Copy the first line of the entries below and every line after it through the line containing "0 #64574a) drop-shadow(-2px". Do not include pictures.

*** Dataset records Section Begins ***

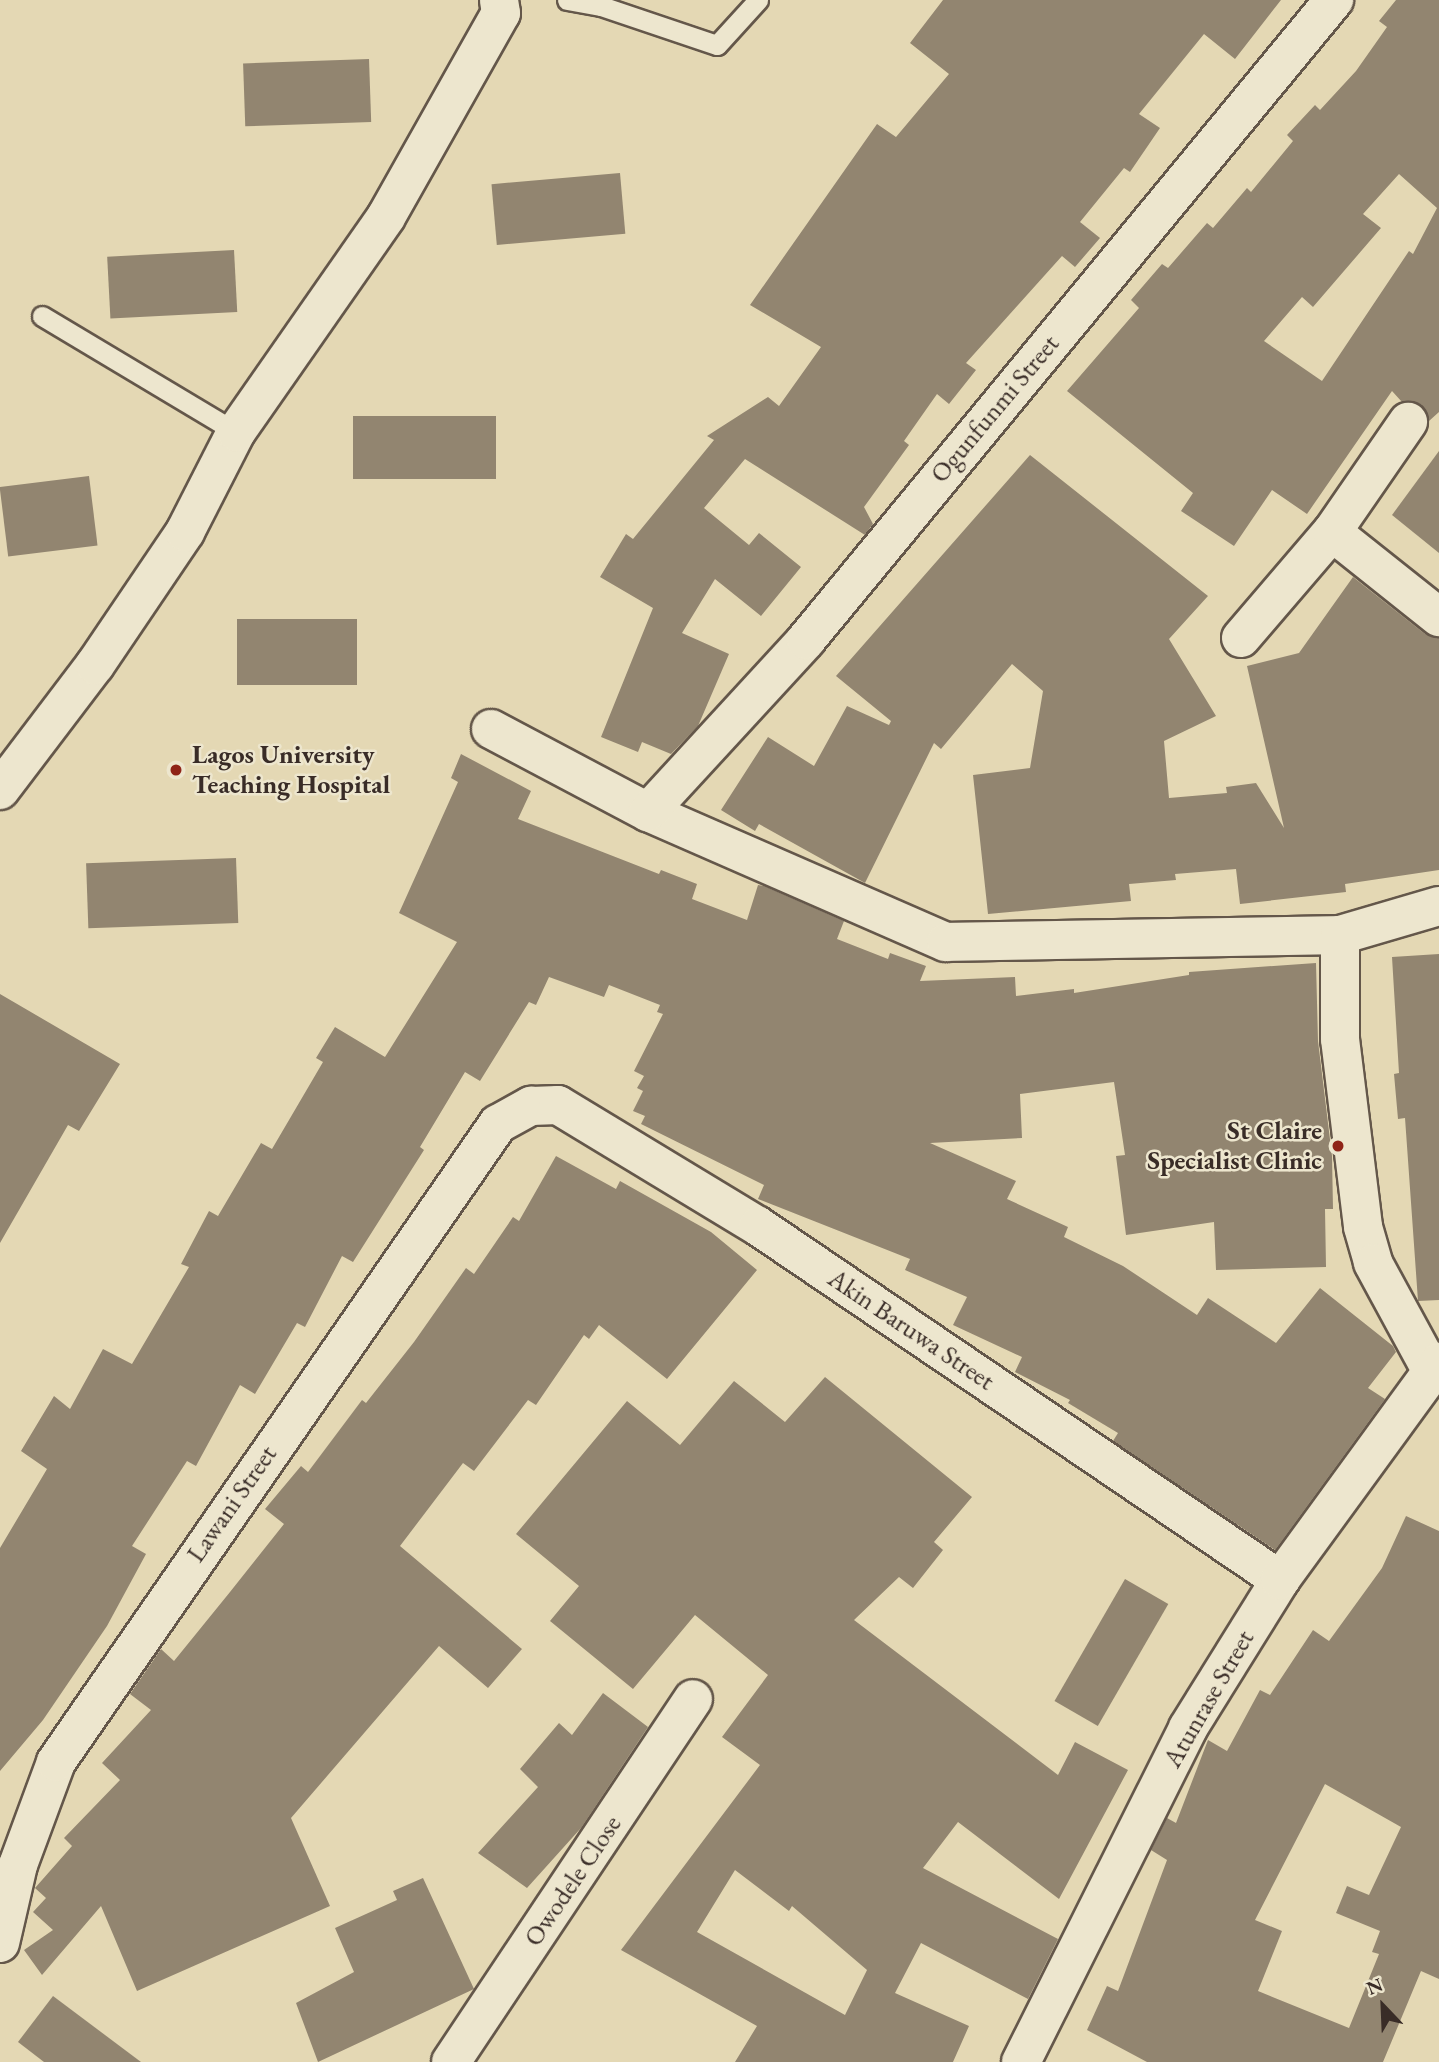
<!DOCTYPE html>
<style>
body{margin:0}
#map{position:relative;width:1439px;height:2062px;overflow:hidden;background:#e4d8b4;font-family:"EB Garamond",serif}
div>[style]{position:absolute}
.building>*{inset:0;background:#928570;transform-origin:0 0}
.roads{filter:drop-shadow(2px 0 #64574a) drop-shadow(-2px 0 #64574a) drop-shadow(0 2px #64574a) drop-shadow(0 -2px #64574a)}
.lane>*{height:19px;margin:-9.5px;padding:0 9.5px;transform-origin:9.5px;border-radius:9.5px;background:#ede6ce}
.street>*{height:38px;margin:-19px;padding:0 19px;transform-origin:19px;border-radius:19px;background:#ede6ce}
.dots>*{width:19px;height:19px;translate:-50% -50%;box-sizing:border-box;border:4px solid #ede6ce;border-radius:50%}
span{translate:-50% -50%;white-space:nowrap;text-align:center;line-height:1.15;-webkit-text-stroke:5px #ede6ce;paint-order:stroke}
.street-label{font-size:26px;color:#392c27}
.poi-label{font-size:26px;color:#392c27;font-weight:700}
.left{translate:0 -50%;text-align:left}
.right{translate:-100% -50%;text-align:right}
.north{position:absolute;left:1348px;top:1971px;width:70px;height:70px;-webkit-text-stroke:5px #ede6ce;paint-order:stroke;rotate:337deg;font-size:19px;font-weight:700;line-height:28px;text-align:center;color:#392c27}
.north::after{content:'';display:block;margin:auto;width:24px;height:32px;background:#392c27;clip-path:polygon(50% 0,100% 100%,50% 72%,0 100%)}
</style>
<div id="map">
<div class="building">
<i style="clip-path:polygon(943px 0,1281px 0,1235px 59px,1204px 34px,1139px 114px,1160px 128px,1130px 172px,1124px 168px,1080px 222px,1100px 238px,1075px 267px,1062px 256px,966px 363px,976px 370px,949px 404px,937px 394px,904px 441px,909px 445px,864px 507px,873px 524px,865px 535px,745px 459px,704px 508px,749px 545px,759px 533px,801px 567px,761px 616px,715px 579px,682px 633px,729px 654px,698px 726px,671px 754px,642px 742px,638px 752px,601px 737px,653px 608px,600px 577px,626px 534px,633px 539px,714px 440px,707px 436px,768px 397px,779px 406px,821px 347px,750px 305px,877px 124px,896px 137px,949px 74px,910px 43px)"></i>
<i style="clip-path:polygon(evenodd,1396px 0,1439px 0,1439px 412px,1429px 421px,1421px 404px,1402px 402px,1392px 391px,1307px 514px,1272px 490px,1234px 546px,1181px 511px,1193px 493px,1067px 391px,1139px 308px,1131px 300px,1162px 264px,1168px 268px,1207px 223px,1213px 228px,1247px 188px,1251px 192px,1293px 141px,1287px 135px,1315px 105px,1320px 110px,1356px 71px,1387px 27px,1379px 21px,1396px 0,1399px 174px,1437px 208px,1413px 254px,1409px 251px,1322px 381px,1264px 341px,1302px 297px,1313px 307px,1381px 228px,1363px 214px,1399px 174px)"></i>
<i style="left:369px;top:59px;width:63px;height:126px;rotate:88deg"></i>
<i style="left:620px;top:173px;width:61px;height:129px;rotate:85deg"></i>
<i style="left:234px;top:250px;width:62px;height:127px;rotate:87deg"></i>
<i style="left:353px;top:416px;width:143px;height:63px"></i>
<i style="clip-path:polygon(1439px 451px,1439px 553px,1392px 515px)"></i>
<i style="clip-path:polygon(1030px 455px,1208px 596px,1169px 639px,1216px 716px,1164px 741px,1169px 798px,1227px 793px,1226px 787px,1256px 783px,1284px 828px,1247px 666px,1299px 653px,1353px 577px,1425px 634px,1439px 638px,1439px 870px,1345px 884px,1346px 892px,1240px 904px,1236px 869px,1175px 874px,1176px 880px,1129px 884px,1131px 901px,988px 914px,973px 775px,1030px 768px,1043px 691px,1012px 664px,941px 749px,934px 743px,865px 883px,759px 824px,755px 831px,721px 810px,768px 737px,814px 766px,847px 706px,889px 725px,891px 721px,836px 676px)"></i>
<i style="left:89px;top:476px;width:70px;height:90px;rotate:83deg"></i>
<i style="left:357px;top:619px;width:66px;height:120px;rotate:90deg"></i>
<i style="clip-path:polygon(461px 754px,531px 791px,518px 819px,659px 874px,661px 870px,697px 884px,692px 899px,747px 920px,758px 885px,764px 886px,844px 921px,837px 939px,888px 959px,890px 953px,926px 966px,920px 981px,1015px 977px,1016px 996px,1074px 989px,1074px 993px,1189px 975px,1189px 972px,1316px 963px,1318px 1041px,1332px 1156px,1333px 1209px,1325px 1209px,1326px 1267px,1216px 1270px,1214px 1222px,1126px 1235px,1116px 1156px,1125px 1155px,1114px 1082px,1020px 1094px,1022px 1138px,930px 1143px,1016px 1181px,1007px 1199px,1068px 1227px,1064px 1237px,1123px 1266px,1197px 1315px,1208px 1298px,1276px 1343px,1320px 1288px,1393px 1346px,1396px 1352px,1368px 1388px,1385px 1399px,1275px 1550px,1113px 1441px,1118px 1433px,1068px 1403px,1070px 1400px,1015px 1372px,1022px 1357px,953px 1325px,967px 1297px,905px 1270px,910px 1259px,758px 1199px,764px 1185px,641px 1124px,645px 1116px,633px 1111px,643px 1091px,637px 1088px,644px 1076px,634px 1071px,663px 1014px,657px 1012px,660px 1005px,609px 985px,604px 997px,549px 977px,536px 1005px,529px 1002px,480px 1081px,465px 1072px,420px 1147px,424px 1150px,353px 1262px,342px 1256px,305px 1327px,297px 1323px,255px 1394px,240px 1385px,196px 1466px,187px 1461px,132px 1546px,146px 1554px,107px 1626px,43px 1720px,0 1771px,0 1548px,47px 1469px,21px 1451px,54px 1396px,70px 1409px,103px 1349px,132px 1364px,189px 1267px,181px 1264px,209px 1211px,218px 1216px,261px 1143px,272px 1149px,323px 1062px,316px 1058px,335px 1027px,385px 1057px,457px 942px,399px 913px,458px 782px,451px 778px)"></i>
<i style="left:236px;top:858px;width:65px;height:150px;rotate:88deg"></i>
<i style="clip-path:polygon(1439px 954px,1439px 1300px,1418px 1301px,1405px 1118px,1398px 1119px,1394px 1074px,1399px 1073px,1392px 957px)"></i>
<i style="clip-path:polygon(0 994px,120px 1064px,79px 1131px,68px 1125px,0 1243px)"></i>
<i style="clip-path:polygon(556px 1156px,616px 1189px,620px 1181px,711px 1232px,757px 1270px,667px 1379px,599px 1325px,589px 1339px,584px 1335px,536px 1405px,528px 1400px,474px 1471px,463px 1463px,400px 1546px,522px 1649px,488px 1688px,439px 1646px,291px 1818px,330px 1906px,137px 1991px,101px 1906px,42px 1975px,24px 1950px,53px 1930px,33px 1912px,46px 1898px,35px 1888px,72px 1846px,64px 1838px,120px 1780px,102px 1763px,151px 1710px,130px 1694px,161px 1649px,174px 1661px,230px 1592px,284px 1524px,265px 1509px,301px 1466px,308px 1472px,362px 1400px,366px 1403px,414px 1342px,466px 1268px,474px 1274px,513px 1217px,519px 1221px)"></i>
<i style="clip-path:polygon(evenodd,825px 1377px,972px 1497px,934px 1542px,943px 1550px,913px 1588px,899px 1577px,854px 1620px,1058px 1775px,1075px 1742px,1128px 1770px,1059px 1899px,958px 1822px,923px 1868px,1058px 1939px,1028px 1999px,921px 1943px,895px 1993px,969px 2026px,953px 2062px,735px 2062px,757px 2026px,621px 1950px,760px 1765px,722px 1737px,768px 1675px,695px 1615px,633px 1689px,550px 1621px,579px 1586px,516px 1534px,627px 1401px,680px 1445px,734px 1381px,785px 1422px,825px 1377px,735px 1870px,789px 1911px,792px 1906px,867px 1970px,845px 2015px,697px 1932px,735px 1870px)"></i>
<i style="clip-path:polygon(evenodd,1406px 1516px,1439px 1531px,1439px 1979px,1421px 1971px,1383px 2062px,1147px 2062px,1087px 2030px,1107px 1986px,1118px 1991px,1167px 1860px,1151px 1850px,1167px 1818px,1176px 1823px,1208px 1740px,1227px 1751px,1260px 1690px,1270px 1695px,1313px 1630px,1329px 1641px,1382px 1568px,1406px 1516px,1325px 1784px,1401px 1827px,1369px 1895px,1347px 1886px,1336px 1913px,1380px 1931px,1372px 1952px,1379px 1954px,1349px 2028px,1258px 1991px,1282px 1931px,1255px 1920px,1325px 1784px)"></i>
<i style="left:1125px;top:1579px;width:50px;height:141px;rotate:30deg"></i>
<i style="clip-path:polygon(603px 1693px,648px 1727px,581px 1828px,527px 1888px,478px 1853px,538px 1787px,520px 1769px,559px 1723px,572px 1735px)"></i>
<i style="clip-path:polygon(423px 1878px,474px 1989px,318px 2062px,296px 2003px,354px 1972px,335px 1928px,397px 1900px,393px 1891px)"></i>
<i style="clip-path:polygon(53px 1996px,141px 2062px,44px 2062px,18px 2042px)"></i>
</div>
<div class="roads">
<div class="lane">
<i style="left:567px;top:0;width:35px;rotate:10deg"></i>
<i style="left:601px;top:6px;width:122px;rotate:18.6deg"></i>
<i style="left:717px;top:45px;width:61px;rotate:-47.7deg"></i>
<i style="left:42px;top:316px;width:226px;rotate:30.9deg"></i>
</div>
<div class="street">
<i style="left:1332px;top:532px;width:137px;rotate:38.5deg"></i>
<i style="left:1241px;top:638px;width:140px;rotate:-49.4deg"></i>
<i style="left:1332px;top:532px;width:134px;rotate:-55.4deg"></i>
<i style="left:491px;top:729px;width:178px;rotate:27.9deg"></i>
<i style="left:648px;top:812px;width:325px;rotate:23.6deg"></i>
<i style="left:946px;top:942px;width:394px;rotate:-1deg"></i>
<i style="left:1340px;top:935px;width:103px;rotate:-16.3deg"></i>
<i style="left:0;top:790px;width:157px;rotate:-52.8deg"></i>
<i style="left:95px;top:665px;width:161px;rotate:-55.9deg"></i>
<i style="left:185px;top:532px;width:112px;rotate:-63deg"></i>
<i style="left:236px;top:432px;width:262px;rotate:-55.1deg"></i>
<i style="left:386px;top:217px;width:234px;rotate:-60.6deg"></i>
<i style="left:501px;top:13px;width:13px;rotate:-99deg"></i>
<i style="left:648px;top:812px;width:234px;rotate:-47.4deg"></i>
<i style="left:806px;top:640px;width:830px;rotate:-50.48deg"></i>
<i style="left:1340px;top:935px;width:104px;rotate:90deg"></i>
<i style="left:1340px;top:1039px;width:189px;rotate:83deg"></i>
<i style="left:1363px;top:1227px;width:37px;rotate:74deg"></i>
<i style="left:1373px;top:1263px;width:122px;rotate:61.5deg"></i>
<i style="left:0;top:1943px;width:80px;rotate:-77deg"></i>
<i style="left:18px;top:1865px;width:110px;rotate:-69.7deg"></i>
<i style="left:56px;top:1762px;width:776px;rotate:-55.29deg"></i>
<i style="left:498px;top:1124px;width:38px;rotate:-29deg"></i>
<i style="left:531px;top:1106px;width:27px;rotate:-2deg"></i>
<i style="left:558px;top:1105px;width:234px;rotate:31.2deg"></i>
<i style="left:758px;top:1226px;width:631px;rotate:34.14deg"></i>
<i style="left:451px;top:2062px;width:436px;rotate:-56.3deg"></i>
<i style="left:1021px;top:2062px;width:373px;rotate:-63.4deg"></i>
<i style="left:1188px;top:1728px;width:174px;rotate:-58.1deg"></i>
<i style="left:1280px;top:1580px;width:270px;rotate:-53.9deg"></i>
</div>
</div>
<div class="dots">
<i style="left:176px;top:770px;background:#8f2418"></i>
<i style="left:1338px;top:1146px;background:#8f2418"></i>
</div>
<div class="street-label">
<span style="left:995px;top:409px;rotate:-50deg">Ogunfunmi Street</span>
<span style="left:911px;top:1330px;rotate:34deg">Akin Baruwa Street</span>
<span style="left:232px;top:1504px;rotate:-55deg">Lawani Street</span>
<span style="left:1209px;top:1699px;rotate:-60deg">Atunrase Street</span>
<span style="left:573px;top:1881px;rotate:-56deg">Owodele Close</span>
</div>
<div class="poi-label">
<span class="left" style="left:192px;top:770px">Lagos University<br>Teaching Hospital</span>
<span class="right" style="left:1322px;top:1146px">St Claire<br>Specialist Clinic</span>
</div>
<div class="north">N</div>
</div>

*** Dataset records Section Ends ***

** Your solution **
<!DOCTYPE html>
<style>
body{margin:0}
#map{position:relative;width:1439px;height:2062px;overflow:hidden;background:#e4d8b4;font-family:"EB Garamond",serif}
div>[style]{position:absolute}
.building>*{inset:0;background:#928570;transform-origin:0 0}
.roads{filter:drop-shadow(2px 0 #64574a) drop-shadow(-2px 0 #64574a) drop-shadow(0 2px #64574a) drop-shadow(0 -2px #64574a)}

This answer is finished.